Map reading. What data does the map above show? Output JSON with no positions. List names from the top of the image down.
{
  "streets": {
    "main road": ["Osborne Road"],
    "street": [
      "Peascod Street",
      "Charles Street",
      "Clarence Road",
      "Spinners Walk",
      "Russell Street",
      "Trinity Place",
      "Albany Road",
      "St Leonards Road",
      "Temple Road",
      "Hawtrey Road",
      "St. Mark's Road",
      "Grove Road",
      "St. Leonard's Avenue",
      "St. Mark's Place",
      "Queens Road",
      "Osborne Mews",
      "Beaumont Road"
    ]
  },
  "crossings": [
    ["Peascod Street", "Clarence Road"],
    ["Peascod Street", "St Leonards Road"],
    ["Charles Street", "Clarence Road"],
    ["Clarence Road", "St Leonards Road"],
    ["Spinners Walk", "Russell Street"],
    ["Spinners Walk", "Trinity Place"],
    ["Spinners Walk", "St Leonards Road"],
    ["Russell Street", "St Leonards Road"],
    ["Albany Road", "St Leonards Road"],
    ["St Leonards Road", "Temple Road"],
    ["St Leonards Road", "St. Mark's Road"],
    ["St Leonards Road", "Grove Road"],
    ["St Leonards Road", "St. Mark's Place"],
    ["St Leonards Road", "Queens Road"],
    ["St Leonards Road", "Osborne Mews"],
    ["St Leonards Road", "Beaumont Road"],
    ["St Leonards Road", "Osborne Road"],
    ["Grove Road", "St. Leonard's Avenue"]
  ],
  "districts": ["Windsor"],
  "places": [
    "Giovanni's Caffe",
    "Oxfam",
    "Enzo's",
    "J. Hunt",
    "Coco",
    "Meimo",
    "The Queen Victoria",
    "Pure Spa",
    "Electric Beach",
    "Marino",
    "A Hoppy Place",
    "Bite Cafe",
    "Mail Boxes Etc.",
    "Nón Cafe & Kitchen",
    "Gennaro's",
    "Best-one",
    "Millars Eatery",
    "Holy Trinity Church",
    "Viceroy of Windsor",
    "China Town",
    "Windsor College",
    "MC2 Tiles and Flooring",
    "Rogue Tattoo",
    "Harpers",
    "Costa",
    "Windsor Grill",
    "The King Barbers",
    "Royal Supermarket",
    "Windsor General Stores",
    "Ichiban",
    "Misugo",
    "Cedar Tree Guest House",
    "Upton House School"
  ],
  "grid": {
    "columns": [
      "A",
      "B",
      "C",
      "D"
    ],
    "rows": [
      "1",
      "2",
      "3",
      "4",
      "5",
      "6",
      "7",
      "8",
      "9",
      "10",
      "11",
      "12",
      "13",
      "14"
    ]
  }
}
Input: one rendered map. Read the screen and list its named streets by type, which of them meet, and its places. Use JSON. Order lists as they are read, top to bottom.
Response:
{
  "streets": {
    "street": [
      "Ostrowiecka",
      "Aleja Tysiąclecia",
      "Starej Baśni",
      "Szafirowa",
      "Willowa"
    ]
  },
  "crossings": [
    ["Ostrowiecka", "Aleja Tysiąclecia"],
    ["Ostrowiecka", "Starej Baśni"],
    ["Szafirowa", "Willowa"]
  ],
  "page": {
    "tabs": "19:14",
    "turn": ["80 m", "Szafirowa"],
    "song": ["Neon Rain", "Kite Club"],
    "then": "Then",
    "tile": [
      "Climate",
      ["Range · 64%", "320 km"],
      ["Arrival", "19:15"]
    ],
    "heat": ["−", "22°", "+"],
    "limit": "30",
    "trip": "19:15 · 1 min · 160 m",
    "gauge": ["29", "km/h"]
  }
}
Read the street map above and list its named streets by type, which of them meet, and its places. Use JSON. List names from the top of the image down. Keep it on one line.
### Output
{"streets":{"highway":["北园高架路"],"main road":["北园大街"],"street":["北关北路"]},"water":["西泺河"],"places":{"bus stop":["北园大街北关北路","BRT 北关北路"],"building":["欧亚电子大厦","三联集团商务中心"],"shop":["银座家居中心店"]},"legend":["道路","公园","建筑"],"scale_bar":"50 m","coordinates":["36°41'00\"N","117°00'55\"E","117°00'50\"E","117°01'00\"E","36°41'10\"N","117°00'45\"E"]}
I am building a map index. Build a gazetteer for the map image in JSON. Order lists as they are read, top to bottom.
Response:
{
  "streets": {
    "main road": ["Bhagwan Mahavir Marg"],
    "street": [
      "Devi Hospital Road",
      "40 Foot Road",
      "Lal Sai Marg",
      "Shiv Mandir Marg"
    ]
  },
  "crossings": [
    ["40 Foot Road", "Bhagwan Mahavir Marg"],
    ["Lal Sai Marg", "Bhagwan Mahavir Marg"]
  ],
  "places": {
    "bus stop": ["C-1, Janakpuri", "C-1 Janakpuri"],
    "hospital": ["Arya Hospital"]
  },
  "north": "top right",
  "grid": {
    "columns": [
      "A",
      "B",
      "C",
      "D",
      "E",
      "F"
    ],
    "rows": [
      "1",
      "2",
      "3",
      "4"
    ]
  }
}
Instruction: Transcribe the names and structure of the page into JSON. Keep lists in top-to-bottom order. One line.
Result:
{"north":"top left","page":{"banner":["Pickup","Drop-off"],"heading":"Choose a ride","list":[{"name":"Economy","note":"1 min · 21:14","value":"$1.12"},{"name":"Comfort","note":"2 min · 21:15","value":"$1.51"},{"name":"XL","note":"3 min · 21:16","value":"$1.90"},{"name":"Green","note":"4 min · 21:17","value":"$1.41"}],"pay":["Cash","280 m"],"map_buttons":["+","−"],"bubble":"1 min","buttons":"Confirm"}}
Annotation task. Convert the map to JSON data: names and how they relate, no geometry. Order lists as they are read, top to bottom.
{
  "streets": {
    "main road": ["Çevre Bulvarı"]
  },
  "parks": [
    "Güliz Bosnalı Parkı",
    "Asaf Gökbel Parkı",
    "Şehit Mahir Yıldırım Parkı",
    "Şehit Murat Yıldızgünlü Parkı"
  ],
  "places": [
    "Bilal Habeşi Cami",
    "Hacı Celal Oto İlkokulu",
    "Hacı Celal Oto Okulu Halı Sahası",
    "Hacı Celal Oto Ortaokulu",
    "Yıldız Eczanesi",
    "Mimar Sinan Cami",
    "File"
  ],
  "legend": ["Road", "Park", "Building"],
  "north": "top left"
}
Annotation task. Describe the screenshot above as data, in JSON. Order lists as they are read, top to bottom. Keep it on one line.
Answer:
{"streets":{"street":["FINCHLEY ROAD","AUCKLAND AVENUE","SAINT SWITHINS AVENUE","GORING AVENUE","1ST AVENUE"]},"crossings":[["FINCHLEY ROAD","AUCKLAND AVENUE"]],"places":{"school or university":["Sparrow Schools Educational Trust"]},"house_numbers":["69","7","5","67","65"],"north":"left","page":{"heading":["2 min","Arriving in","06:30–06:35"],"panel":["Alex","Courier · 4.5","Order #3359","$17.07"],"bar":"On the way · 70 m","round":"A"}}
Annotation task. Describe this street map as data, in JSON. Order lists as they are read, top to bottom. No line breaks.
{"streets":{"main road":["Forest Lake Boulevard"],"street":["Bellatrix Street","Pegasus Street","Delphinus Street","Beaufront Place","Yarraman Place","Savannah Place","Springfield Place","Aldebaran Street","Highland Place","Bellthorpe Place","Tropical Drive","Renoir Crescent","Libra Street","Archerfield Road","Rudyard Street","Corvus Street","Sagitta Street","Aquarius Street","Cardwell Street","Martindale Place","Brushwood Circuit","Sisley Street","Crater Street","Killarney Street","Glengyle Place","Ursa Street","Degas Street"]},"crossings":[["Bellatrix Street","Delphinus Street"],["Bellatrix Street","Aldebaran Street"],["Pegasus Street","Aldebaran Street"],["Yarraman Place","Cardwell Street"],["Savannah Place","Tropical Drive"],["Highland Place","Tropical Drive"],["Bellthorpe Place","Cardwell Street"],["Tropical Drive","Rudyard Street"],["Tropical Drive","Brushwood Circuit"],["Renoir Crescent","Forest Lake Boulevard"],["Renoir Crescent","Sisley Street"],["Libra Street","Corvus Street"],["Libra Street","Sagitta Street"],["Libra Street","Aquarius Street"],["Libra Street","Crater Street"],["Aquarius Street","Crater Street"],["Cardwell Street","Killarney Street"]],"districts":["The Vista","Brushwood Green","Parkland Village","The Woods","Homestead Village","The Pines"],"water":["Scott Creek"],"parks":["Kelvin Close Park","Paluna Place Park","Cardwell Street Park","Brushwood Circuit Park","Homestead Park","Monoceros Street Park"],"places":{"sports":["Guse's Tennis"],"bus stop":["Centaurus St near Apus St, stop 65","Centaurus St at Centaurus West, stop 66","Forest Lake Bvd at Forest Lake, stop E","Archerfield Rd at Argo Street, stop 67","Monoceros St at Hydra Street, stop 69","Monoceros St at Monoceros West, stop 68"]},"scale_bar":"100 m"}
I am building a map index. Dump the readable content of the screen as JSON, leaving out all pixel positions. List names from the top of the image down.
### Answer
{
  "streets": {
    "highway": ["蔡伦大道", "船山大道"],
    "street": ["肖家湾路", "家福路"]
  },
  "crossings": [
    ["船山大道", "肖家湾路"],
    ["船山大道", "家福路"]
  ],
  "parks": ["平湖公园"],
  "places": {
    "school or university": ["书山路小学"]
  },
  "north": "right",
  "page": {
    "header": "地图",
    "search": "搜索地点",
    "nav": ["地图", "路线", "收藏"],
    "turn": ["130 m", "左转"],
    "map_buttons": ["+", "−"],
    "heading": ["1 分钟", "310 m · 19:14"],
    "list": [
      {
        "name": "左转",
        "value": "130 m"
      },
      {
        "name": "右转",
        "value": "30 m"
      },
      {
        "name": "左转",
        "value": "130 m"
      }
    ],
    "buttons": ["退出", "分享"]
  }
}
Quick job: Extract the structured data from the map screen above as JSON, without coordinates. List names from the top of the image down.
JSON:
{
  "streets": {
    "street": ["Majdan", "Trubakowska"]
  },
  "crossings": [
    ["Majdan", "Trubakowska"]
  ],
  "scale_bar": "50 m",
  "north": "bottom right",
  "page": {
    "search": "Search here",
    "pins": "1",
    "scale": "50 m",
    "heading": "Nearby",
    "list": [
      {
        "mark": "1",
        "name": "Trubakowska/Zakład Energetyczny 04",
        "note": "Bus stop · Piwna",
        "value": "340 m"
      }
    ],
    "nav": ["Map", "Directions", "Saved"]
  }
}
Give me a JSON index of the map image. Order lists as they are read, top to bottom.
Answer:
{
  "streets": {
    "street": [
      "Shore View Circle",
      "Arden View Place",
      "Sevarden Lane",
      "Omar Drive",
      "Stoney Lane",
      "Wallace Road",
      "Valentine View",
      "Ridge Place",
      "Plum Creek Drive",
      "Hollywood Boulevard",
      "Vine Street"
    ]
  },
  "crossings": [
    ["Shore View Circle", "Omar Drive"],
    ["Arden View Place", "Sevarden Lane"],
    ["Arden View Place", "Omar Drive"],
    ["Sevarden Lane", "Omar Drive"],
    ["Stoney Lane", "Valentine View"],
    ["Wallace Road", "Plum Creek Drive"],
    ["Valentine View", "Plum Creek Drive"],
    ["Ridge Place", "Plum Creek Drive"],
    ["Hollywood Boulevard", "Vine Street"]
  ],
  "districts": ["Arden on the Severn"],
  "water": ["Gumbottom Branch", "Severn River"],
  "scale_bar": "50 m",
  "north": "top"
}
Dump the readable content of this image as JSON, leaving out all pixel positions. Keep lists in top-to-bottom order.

THE PROBLEM. Answer with a single number, the count of lines above that contain "them".

WRITTEN ANSWER. 2